Já se mágoa, que não precisa nem de combo, fosse um esporte olímpico, Carlinha ganharia ouro, prata e cobre na mesma tacada. Sozinha no pódio, com as três medalhas no pescoço, cantando o hino no grito, um orgulho para o Brasil. Passou mais de 20 anos me esperando voltar pra pedir desculpas. Eu acho. Eu esperaria. Onde já se viu uma ofensa dessa se resolver com uma tentativa só. Se brincar quando lembra do meu quero cortar de mal, chora doído. A lágrima rasgando a cara. Deve ter estudado moda e só sossegou quando foi contratada pela Mattel. Na mão dela, os acessórios cada vez mais detalhadinhos. Eu não quero criança conseguindo reproduzir o que a gente faz aqui com fita crepe não, capaz dela repetir nas reuniões de produto. Será que era ela? Será que ficou comovida com as lembranças que eu soltei na conversa do Instagram? Ela lembra de tudo, não lembra? Será que olhou as fotos no meu perfil, me reconheceu menina no rostinho das minhas filhas, riu com o nome da gata? Rubia Rubens era a nossa professora da segunda série, será? A gente tomava muita bronca de Rubia Rubens. Mesmo assim, respondeu que não, não lembro. Pra que isso, Carlinha? Ou será que não lembra mesmo? Eu não tive a menor importância na vida de Carlinha. Gostava tanto de Carlinha.
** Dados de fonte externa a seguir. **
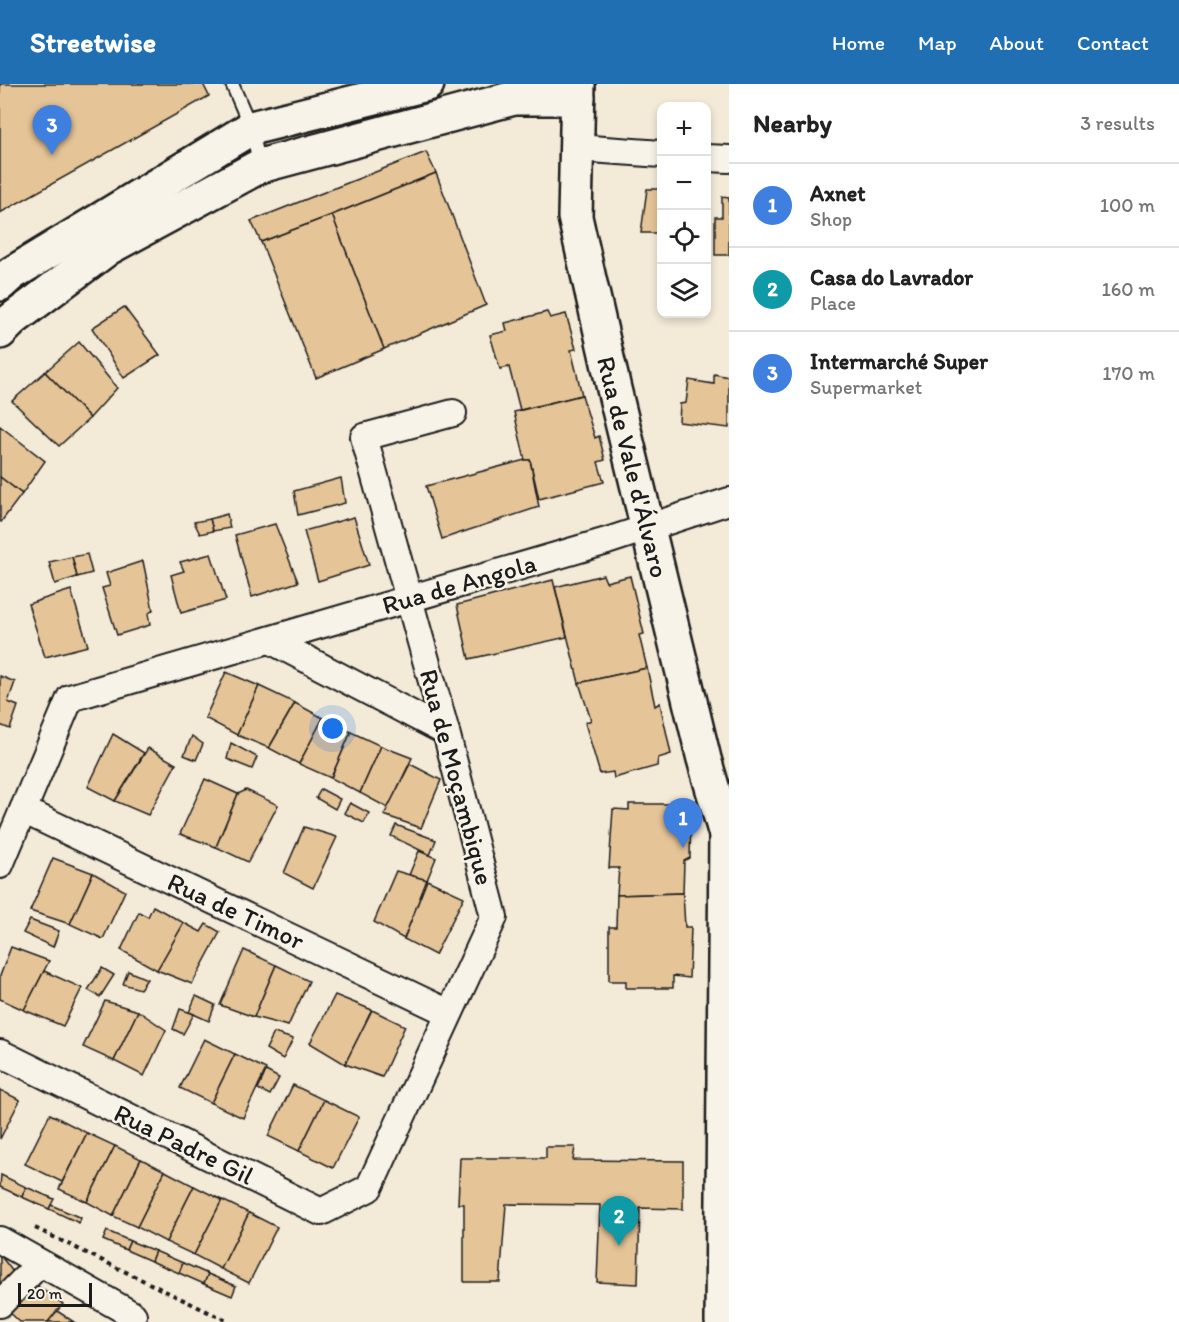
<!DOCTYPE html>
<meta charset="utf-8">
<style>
:root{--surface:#fff;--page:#f2f2f2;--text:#222;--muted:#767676;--line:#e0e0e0;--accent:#1f6fb2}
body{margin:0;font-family:Itim,sans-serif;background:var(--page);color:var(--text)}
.controls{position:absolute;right:18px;top:18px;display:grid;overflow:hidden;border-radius:12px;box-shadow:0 3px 9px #0003}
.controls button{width:54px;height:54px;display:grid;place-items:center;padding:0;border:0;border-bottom:2px solid var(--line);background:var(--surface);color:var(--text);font:30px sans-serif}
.scale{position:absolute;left:18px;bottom:15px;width:74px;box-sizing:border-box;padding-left:6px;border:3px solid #1c1c1c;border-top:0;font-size:16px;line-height:21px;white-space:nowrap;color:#1c1c1c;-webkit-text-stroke:4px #f7f3e8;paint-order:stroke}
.you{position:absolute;left:333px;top:645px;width:21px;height:21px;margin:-15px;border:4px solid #fff;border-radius:50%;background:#1a73e8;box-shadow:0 0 0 9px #1a73e833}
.badge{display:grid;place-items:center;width:39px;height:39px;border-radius:50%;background:var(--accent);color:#fff;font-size:20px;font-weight:700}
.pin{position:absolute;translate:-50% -50px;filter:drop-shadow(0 2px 3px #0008)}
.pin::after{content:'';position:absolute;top:32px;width:21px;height:18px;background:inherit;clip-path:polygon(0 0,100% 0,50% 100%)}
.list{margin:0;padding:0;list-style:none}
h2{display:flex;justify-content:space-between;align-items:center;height:78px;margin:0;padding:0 24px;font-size:26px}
h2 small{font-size:20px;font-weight:400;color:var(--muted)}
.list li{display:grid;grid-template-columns:39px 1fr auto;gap:18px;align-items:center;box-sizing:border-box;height:84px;padding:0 24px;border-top:2px solid var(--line)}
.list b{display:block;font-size:22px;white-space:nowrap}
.list p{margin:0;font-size:20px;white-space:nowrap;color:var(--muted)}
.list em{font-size:20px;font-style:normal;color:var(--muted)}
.icon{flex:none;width:33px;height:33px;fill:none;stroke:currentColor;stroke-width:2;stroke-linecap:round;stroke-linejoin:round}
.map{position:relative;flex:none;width:729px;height:1238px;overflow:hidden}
header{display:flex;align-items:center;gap:36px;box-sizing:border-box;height:84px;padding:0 30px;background:var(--accent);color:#fff}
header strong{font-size:28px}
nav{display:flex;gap:33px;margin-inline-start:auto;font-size:21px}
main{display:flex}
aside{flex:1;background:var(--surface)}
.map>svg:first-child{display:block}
.building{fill:#e5c497;stroke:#1c1c1c;stroke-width:1.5}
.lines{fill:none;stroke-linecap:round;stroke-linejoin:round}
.lane-casing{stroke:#1c1c1c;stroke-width:16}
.street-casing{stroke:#1c1c1c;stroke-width:30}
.secondary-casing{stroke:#1c1c1c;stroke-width:38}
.primary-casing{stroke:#1c1c1c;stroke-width:38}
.path{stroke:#1c1c1c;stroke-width:4;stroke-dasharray:4.5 4.5;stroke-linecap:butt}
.lane{stroke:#f7f3e8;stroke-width:12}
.street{stroke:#f7f3e8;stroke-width:26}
.secondary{stroke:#f7f3e8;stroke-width:33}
.primary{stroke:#f7f3e8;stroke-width:33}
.labels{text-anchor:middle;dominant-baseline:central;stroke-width:5;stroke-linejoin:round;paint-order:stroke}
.street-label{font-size:26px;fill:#1c1c1c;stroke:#f7f3e8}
</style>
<header>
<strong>Streetwise</strong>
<nav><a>Home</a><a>Map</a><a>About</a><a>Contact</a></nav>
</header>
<main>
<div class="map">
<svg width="729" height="1238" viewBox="0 0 729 1238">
<rect width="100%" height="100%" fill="#f3ead8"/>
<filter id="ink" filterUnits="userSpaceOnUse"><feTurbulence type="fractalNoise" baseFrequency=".0167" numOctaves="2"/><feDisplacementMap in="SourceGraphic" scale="12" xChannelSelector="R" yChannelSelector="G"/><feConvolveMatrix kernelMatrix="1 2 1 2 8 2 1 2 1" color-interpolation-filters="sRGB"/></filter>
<g filter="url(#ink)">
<g class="building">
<polygon points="0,0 203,0 209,12 0,129"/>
<polygon points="426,68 436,89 332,131 261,158 251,137"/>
<polygon points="436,89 486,221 384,265 332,131"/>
<polygon points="647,105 662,105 662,149 641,149"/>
<polygon points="722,113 729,114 729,171 715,171 715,133 722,133"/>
<polygon points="332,131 384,265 316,294 261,158"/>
<polygon points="124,223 160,271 124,294 92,244"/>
<polygon points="547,228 550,234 566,230 576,265 571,266 582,311 520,326 509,283 500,285 490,251 507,247 505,239"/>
<polygon points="79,258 117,304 90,334 45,288"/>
<polygon points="45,288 90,334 59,362 12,317"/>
<polygon points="714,290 729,293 729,344 679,338 680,320 686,319 689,296 714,300"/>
<polygon points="582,311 595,354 599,352 605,376 598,378 604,398 539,415 530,376 525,376 514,328"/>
<polygon points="0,342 45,377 22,410 0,393"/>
<polygon points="525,376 530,376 539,423 442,455 426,402"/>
<polygon points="0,393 22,410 1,438 0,437"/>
<polygon points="341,394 345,419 298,431 294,407"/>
<polygon points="227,430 230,444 213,447 210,435"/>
<polygon points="354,433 369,481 318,497 304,447"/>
<polygon points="210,435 213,447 200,450 194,438"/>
<polygon points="275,440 298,498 252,513 235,451"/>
<polygon points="87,470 92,489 77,493 72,473"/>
<polygon points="211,470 226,516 181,529 171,491 184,487 180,478"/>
<polygon points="72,473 77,493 55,500 49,478"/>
<polygon points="143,477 153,526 148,530 150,541 117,551 102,504 110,502 106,489"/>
<polygon points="603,491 606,498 630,492 644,550 639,551 647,584 579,599 555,503"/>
<polygon points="553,496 567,553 469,575 457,521"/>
<polygon points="71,506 88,562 45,573 28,520"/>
<polygon points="647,584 655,622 660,619 671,670 658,674 657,682 614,694 613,688 600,690 585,639 591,636 579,599"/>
<polygon points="226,588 259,602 237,651 205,634"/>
<polygon points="0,592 15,598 8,618 18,622 10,645 0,641"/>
<polygon points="259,602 295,619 269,664 237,651"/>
<polygon points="295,619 323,634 299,680 269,664"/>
<polygon points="323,634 351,648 331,694 299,680"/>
<polygon points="351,648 381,662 360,709 331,694"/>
<polygon points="113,650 144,669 115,717 88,703"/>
<polygon points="192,652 203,660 196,676 184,671"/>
<polygon points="231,659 257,673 252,685 227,675"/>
<polygon points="381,662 412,674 388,724 360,709"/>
<polygon points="148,664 176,680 148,731 115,717"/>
<polygon points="410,680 441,696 421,744 384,731"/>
<polygon points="205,695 238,710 216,763 180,750"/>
<polygon points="321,705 340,715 335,725 316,714"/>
<polygon points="246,706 278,721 248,778 216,763 238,710"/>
<polygon points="350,719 369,729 364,739 344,729"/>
<polygon points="629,720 672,720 672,727 691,727 690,774 684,777 683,809 617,811 619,784 609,784 613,725 629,726"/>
<polygon points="396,741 436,756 430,771 391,752"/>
<polygon points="304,743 337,753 313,804 284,789"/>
<polygon points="419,767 436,774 427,796 409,791"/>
<polygon points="53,774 93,789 70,840 30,827"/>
<polygon points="396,787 427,796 404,855 374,838"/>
<polygon points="93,789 125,807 103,855 70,840"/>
<polygon points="427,796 464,813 435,871 404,855"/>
<polygon points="683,809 685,843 691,843 689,894 673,892 673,904 626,904 626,897 609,897 609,843 616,843 617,811"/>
<polygon points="153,822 184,839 157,886 121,866 139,828 148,833"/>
<polygon points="30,836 59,847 53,863 23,849"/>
<polygon points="184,839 201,848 206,840 220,848 192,900 157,886"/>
<polygon points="11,863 49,877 24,926 0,915 0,892"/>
<polygon points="244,866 276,881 254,933 220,921"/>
<polygon points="276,881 309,897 288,942 254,933"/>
<polygon points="102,884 114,891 100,913 88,906"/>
<polygon points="44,887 82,904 63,942 24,926"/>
<polygon points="128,887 147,895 140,905 123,900"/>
<polygon points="335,911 372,926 345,980 310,959"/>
<polygon points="196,912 215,921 209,937 189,928"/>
<polygon points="105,917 138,927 114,977 83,963"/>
<polygon points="180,925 194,930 183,950 173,945"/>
<polygon points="372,926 405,942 382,993 345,980"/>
<polygon points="138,927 166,946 144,992 114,977"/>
<polygon points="274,949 293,955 283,975 266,965"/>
<polygon points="204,955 235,970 211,1019 180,1004"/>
<polygon points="235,970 266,985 243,1034 211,1019"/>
<polygon points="266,987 279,994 270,1011 258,1005"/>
<polygon points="293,1001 324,1016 299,1067 268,1052"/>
<polygon points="0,1006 20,1016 0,1055"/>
<polygon points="324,1016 359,1033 333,1084 299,1067"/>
<polygon points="50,1030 87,1049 62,1098 25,1080"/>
<polygon points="87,1049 115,1062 87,1118 59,1105"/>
<polygon points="115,1062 141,1075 113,1132 87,1118"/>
<polygon points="546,1063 575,1063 573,1076 683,1077 683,1125 640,1124 638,1200 597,1198 600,1121 506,1120 500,1198 464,1198 464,1120 458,1120 460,1074 546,1074"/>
<polygon points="141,1075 165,1087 137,1143 113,1132"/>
<polygon points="165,1087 194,1102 166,1158 137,1143"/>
<polygon points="1,1091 26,1103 22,1113 0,1103"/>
<polygon points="194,1102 222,1116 194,1171 166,1158"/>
<polygon points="26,1103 54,1115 49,1125 22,1113"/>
<polygon points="222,1116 249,1129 221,1185 194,1171"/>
<polygon points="51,1121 81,1134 79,1139 49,1125"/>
<polygon points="249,1129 277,1143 249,1199 221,1185"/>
<polygon points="107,1147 130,1157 126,1166 103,1156"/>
<polygon points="130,1157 155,1167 151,1177 126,1166"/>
<polygon points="155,1167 183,1179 179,1189 151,1177"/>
<polygon points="0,1171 20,1197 0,1210"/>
<polygon points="183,1179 208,1190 204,1200 179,1189"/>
<polygon points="208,1190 236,1202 232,1212 204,1200"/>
<polygon points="30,1197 63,1220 48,1238 20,1238 6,1225"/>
<polygon points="57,1227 74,1238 48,1238"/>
</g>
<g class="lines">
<defs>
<polyline id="lane" points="232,0 251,44 260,81"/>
<g id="street">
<polyline points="576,64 662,70"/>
<polyline points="706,74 729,75"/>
<polyline points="270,556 446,648"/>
<polyline points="23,726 449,929"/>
<polyline points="0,781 70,614 607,457 729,417"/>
<polyline points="0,969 321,1128 369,1104 494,833 446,648 364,353 453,329"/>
<polyline points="0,1156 133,1231 131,1238"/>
<polyline points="0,1220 40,1179"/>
</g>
<g id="secondary">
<polyline points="0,200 11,190 251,44 427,0"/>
<polyline points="0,248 13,235 108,164 260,82 514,14 578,14"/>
</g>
<polyline id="primary" points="578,0 575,133 614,305 704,675 726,751 722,1238"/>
</defs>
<use href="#lane" class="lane-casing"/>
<use href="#street" class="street-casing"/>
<use href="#secondary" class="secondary-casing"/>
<use href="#primary" class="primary-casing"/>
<polyline class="path" points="35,1144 229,1238"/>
<use href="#lane" class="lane"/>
<use href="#street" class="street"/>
<use href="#secondary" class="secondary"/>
<use href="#primary" class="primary"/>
</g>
</g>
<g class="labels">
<g class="street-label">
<text transform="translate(633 383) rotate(76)">Rua de Vale d'Álvaro</text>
<text transform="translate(459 500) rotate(-16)">Rua de Angola</text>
<text transform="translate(457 693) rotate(75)">Rua de Moçambique</text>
<text transform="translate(236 827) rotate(25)">Rua de Timor</text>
<text transform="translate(184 1060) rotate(26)">Rua Padre Gil</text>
</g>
</g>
</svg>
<div class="controls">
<button>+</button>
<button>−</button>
<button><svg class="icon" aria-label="locate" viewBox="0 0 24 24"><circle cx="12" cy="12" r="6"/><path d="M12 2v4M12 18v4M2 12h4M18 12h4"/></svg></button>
<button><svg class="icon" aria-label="layers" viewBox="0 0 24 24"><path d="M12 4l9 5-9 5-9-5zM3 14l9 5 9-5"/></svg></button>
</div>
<div class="scale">20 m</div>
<div class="you"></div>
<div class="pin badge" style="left:683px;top:764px;background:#3f7fe0">1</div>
<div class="pin badge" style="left:619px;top:1162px;background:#0f9aa8">2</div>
<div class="pin badge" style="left:52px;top:71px;background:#3f7fe0">3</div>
</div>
<aside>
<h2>Nearby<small>3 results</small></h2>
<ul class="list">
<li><span class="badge" style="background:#3f7fe0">1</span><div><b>Axnet</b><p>Shop</p></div><em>100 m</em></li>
<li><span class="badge" style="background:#0f9aa8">2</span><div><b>Casa do Lavrador</b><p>Place</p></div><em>160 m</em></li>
<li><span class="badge" style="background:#3f7fe0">3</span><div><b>Intermarché Super</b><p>Supermarket</p></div><em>170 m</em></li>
</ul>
</aside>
</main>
Se locução de futebol fosse um esporte olímpico, eu dava medalha pro Galvão Bueno. Dava mesmo. Critique não, me deixe, foi o primeiro nome que veio na minha cabeça. E, ao contrário de você e de Carlinha, eu não me esqueço das pessoas. Feito Kelly, que lembrou muito bem lembradinho do bom diiia do elevador, que enxergava perfeitamente e viu nas câmeras de segurança o destempero de Gabi Santos. Pedro, derretido pela moradora nova, liberou o arquivo numa piscada de olhos. Uma não, várias piscadas, cílios compridos tinha Kelly. Ela foi se queixar com João Ricardo, fez que ia chorar, disse que o mundo andava mesmo tão injusto, que puxa vida, ela não tinha feito nada, nadica. Ficou de pensar se contava ou não a verdade na reunião de condomínio. Pedindo assim, João Ricardo, não tem quem negue. O arquivo tá comigo, ninguém viu ainda, falei com Pedro pra apagar antes do síndico ver. Disse que não queria prejudicar Gabi Santos, ela não deve andar bem, se percebe nas imagens. Marcou reunião pro dia seguinte com João Ricardo lá naquele cafezinho da Itacolomi, parece que o croissant de amêndoas é uma delícia. E feita a fama, deitou na cama. Na de João Ricardo, na dela, na de João Ricardo, na dela. Até na de Pedro, mas não era sempre não. Um amor, Pedro. Ao custo de uma mentirinha de nada para 34 condôminos e de um polimento no carro do síndico, deixou de pagar aluguel. Já tá há seis meses comendo croissant de amêndoas todo dia no café da manhã e acabou de ganhar uma aliancinha. De ouro. E é, ééé, é do Brasil-sil-sil.